The Science of Love
February 16, 2018
Love is both complicated and intuitive at the same time. Chances are, you aren’t sketching out graphs to decide whether “this feeling” you have constitutes as love. Because you don’t have to. Because the exhilaration and preoccupation is telling enough; because you feel warm, and giddy, and inflated with euphoria.
While love can be explained through the range of emotions it spans, it may also be approached in a more objective manner. In the research paper “Lust, Attraction, and Attachment in Mammalian Reproduction,” Helen E. Fisher at Rutgers University dissects the process of love into (you guessed it) three stages: lust, attraction, and attachment; where each stage is “associated with a discrete constellation of neural correlates, and each evolved to direct a specific aspect of reproduction.”
Lust, according to Fisher, is the most inclusive. “[It] motivates individuals to seek sexual gratification with any conspecific.” Higher levels of hormones such as androgens and estrogens yield higher proclivities to lust.
Lust parallels many aspects of the next stage: attraction. However, while the stages are in fact closely connected, humans may experience lust without also experiencing romantic attraction, and vice versa. Fisher writes that “the attraction system, associated primarily with the catecholamines, motivates individuals to focus their mating effort on preferred conspecifics.” In the attraction stage, factors like “symmetry, the display of resources, the display of fertility[,] timing, state of health, access to resources, childhood experiences, and myriad other cultural and biological forces” catalyze feelings of attraction, while sensations like “increased energy and intent focus” encourage the process.
“In humans, attraction is meditated by a host of cultural stimuli. When an individual falls in love, where they fall in love, with whom they fall in love, how the court, even whether they choose to act on their bodily sensations of attraction can be expected to be influenced by childhood experiences, by myriad other cultural forces, and by individual volition.”

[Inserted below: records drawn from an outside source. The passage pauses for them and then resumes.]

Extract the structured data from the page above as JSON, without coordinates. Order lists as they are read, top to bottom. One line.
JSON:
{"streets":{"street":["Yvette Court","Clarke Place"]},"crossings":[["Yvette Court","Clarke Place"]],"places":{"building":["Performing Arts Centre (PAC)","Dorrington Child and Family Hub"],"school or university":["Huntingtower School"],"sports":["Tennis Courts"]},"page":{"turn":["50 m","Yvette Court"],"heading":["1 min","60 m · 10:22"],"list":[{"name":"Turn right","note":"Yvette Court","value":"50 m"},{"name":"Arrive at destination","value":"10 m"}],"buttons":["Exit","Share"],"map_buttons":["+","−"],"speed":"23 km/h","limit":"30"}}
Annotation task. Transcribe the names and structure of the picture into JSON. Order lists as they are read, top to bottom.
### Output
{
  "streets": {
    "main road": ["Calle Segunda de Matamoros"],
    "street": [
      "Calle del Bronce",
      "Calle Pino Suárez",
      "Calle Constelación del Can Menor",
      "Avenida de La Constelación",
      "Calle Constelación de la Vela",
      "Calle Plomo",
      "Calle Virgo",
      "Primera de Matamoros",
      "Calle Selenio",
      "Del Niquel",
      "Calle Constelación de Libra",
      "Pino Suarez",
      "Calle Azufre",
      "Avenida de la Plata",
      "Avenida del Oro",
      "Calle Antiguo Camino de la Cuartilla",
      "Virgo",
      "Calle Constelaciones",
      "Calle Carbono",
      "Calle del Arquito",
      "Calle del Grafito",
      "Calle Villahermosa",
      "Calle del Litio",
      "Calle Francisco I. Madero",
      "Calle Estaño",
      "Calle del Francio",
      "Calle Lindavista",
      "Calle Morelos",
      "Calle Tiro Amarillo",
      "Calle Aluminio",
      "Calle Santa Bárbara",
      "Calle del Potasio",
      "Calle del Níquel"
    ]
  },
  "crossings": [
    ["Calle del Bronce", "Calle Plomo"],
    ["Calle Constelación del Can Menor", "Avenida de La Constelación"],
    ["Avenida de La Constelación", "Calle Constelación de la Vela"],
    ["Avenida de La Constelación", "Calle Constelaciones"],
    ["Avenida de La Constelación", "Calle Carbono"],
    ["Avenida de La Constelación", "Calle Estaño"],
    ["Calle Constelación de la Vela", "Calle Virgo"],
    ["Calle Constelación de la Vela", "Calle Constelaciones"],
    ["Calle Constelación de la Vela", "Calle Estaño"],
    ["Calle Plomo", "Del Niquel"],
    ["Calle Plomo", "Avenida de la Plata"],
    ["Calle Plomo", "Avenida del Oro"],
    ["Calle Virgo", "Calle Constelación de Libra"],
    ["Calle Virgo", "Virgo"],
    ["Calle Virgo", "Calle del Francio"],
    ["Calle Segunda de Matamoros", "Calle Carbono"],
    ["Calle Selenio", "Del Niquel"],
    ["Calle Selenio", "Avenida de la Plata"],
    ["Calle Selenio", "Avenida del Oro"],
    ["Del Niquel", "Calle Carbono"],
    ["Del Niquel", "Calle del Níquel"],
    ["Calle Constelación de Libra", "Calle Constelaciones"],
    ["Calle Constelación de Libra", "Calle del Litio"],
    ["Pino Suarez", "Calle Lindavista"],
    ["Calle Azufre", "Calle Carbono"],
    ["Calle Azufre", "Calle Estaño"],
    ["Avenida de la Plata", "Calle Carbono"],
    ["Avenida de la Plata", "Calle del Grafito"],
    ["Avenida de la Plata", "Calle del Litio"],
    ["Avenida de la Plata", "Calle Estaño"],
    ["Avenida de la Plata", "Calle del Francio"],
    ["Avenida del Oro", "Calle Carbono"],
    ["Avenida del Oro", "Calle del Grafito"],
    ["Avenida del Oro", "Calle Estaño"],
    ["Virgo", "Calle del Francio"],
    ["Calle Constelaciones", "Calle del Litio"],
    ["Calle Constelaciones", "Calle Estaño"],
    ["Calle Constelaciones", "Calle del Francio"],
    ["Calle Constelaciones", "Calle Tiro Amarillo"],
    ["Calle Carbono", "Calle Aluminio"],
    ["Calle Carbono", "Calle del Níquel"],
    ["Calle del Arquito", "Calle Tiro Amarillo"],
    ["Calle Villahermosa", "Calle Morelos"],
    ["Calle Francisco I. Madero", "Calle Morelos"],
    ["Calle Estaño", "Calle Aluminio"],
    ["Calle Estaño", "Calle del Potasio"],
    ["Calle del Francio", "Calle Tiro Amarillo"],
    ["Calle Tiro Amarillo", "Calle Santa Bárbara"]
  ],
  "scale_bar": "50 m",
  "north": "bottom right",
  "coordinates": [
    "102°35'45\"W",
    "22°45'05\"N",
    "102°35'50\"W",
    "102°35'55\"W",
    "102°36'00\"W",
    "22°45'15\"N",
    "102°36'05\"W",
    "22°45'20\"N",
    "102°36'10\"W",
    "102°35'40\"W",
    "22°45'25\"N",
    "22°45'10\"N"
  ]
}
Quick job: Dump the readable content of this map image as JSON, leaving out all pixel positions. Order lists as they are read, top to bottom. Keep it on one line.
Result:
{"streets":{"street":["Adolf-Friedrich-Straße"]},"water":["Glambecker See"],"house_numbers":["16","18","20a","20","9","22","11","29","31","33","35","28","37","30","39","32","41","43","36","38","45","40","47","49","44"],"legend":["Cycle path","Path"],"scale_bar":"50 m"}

Ms. Margaret Brosnan, who teaches AP Biology and Genetics at ERHS, offered a biological perspective on attraction. “[Generally], like attracts like…people are more likely to be attracted to people who look like them.” Of course, she added, the prospect of harmful recessive genetic disorders would ideally deter people from consanguineous relationships. Animals, especially, have specific “ways to outbreed…with elephants, the oldest females remember all the males that were born to [a certain] group of elephants, and if she sees a male that she knows, she’ll run them off, because that male is related to some of the other elephants in this herd.” Dolphins are another example – “every dolphin who meets another dolphin says hello, and they have what’s called a signature whistle [that] always ends, in the last notes, [with] their mother’s. Now, that only works on the maternal [side]…but there’s something programmed within them to not mate with close relatives.”
The catecholamine dopamine plays a huge role in the onset and maintenance of attraction. Effects of increased dopamine include euphoria, motivation, hyperactivity, increased mental activity, and decreased need for sleep – sensations all associated with passionate attraction. Interestingly, low levels of serotonin, which are known to cause inflictions such as insomnia and eating disorders such as anorexia, are also associated with attraction. “Low levels of central serotonin may contribute to obsessive “intrusive thinking,” a primary element of passionate love,” Fisher explains. “In general, however, high levels of central serotonin have been associated with the consummatory and satiating aspects of sexual behaviors and a loss of sexual interest.”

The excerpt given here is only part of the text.